In the COVID season’s second game, the Rockies led the Rangers 2-1 in the bottom of the fifth. But Rockies starter Jon Gray had just surrendered an RBI single. Two on, two out. Bud Black made the call to the bullpen, and in trotted Bard, who threw a first-pitch strike, then got the batter to fly out to left. Bard pitched the sixth, too, giving up two singles but not allowing a run. The Rockies won 3-2. Bard threw 25 pitches, 20 for strikes—and he got the win, his first in the majors since May 2012.
“These games are important, but also at the end of the day you’re still playing a game,” he said afterward. “I think the guys that are able to take that mindset into each and every day despite the pressure … are the ones that have a lot of success.
“It took me a while to fully grasp that.”
The Rockies finished the shortened 2020 season with a 26-34 record and 17 games out of first place. But Bard compiled a 4-2 record and 3.65 ERA, including six saves, in 23 appearances as a reliever. In December, his performance earned him a pair of Major League Baseball’s highest honors: the National League’s Comeback Player of the Year Award and the Tony Conigliaro Award, given every year to an MLB player who has “overcome adversity through the attributes of spirit, determination, and courage.”
“Daniel is an example of what we try to help players develop: resilience, grit,” says Zach Brandon, who worked with Daniel when they were mental skills coordinators for the Diamondbacks. “You saw him learn about this stuff over time and then start to realize that, for lack of a better way of saying it, he still had it.”
MLB scheduled a more normal date, April 1, for Opening Day 2021. However this season unfolds, Bard has his family, his comeback, and his shift in perspective. One key to control, it turns out, is letting go of it. It’s a game, he tells himself nowadays. Just go throw the ball. If you enjoy it, keep doing it. If not, do something else.
“For a long time, I put a lot of pressure on myself that I had to live up to this expectation,” he says. “But life in general—baseball especially—only has as much meaning as you assign to it.”
Anna Katherine Clemmons, a 2001 graduate of Davidson College, is a freelance writer and an assistant professor of practice in the University of Virginia’s Department of Media Studies. She’s a former writer, reporter, and producer for ESPN and has written for The New York Times, The Washington Post Magazine, Sports Illustrated, and other publications.

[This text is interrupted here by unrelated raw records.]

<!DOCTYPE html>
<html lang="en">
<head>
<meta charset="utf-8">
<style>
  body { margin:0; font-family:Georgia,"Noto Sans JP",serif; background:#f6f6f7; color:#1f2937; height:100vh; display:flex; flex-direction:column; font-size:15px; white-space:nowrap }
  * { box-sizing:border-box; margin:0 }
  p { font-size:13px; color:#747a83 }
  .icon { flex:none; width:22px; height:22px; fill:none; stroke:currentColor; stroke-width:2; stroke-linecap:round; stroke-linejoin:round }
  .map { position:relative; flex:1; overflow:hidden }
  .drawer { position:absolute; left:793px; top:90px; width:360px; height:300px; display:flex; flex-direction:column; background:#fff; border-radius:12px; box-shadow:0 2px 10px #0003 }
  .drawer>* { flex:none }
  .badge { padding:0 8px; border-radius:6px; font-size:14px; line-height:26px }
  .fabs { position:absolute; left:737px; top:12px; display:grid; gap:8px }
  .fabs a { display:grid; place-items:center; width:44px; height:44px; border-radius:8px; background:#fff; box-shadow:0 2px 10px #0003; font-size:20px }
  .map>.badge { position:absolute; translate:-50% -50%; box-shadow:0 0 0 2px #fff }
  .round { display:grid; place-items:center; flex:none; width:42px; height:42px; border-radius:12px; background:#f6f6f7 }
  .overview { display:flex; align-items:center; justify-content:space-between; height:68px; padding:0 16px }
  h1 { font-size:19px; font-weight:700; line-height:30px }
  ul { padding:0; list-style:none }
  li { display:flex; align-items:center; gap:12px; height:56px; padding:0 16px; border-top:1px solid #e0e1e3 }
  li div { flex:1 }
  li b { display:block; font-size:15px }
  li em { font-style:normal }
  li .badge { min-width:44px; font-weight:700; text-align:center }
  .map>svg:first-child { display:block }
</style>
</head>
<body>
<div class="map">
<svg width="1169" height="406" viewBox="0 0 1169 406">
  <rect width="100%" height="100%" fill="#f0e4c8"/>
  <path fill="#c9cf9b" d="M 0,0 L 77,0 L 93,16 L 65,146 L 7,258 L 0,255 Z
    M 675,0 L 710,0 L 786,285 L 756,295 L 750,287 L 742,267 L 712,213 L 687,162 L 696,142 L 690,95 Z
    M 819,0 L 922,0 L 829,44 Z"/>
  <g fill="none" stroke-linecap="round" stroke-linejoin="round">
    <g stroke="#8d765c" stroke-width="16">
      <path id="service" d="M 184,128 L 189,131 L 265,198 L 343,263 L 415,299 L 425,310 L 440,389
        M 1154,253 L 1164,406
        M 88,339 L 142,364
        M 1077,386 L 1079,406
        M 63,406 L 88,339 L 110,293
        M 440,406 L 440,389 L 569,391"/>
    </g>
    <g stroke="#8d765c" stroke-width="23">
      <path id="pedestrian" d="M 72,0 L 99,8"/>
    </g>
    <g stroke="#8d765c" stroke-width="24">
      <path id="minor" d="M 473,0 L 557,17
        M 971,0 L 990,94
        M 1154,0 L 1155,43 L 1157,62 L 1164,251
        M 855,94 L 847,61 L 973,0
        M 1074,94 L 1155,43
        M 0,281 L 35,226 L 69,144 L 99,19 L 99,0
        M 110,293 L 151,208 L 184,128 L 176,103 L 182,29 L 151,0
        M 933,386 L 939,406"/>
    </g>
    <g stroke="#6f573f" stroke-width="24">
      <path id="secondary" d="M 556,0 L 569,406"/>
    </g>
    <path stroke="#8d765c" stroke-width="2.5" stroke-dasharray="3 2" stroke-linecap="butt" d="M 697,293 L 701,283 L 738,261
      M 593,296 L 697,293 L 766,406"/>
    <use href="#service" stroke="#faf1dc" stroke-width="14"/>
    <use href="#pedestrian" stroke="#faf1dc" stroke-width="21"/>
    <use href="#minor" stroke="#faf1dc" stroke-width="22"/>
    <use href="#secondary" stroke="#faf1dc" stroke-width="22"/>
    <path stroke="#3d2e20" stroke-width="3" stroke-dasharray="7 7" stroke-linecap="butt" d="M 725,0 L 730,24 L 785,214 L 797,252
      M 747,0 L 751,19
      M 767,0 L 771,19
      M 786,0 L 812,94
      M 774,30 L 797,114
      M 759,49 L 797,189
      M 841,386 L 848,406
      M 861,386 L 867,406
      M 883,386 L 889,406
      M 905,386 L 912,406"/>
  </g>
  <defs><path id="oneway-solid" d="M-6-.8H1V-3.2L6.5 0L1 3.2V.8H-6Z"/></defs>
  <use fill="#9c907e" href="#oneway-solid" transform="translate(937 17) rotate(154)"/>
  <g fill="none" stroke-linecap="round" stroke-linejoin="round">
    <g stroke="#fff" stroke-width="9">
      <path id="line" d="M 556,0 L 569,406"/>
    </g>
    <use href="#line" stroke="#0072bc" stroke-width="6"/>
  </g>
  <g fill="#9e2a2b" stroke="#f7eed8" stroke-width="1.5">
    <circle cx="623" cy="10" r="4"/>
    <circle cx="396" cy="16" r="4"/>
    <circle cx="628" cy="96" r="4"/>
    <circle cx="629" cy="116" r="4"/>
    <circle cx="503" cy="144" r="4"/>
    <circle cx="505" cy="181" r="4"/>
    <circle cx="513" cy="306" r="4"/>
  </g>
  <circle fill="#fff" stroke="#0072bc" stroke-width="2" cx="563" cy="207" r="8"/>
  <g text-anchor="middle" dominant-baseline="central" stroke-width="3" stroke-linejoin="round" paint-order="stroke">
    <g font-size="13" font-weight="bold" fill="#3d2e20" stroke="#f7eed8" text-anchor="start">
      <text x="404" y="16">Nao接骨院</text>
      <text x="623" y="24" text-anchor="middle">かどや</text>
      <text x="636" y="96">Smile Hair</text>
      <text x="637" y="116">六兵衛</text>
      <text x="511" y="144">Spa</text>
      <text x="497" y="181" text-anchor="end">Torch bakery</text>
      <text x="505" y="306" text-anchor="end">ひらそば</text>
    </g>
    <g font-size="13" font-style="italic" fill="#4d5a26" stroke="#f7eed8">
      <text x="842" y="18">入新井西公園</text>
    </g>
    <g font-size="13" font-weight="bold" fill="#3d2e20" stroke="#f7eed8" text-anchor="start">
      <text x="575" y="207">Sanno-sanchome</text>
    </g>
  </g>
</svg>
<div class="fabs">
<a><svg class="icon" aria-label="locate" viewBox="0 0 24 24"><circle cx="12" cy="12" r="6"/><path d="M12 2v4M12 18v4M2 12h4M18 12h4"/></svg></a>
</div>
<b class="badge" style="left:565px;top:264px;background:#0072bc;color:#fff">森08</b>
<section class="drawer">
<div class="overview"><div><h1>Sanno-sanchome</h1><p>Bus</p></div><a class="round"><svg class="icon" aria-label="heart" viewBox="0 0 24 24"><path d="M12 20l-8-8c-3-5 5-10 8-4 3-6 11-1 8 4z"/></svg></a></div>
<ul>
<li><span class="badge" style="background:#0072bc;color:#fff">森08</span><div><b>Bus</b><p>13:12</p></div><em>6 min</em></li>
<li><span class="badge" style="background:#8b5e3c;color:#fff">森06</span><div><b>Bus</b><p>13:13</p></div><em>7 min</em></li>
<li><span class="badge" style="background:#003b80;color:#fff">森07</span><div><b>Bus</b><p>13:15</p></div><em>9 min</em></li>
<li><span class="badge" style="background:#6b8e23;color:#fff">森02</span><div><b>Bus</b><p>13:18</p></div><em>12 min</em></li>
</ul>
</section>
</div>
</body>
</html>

(Ed., 8 p.m., April 1: Daniel Bard was named the Colorado Rockies’ closer before Opening Day. In the first game, against the defending World Series champion Los Angeles Dodgers, Bard came out of the bullpen for the top of the ninth inning, with the Rockies leading 8-5—and promptly loaded the bases with only one out. Nothing comes easy for Bard, but you can’t make him fold, either: He retired the final two batters without allowing a run.)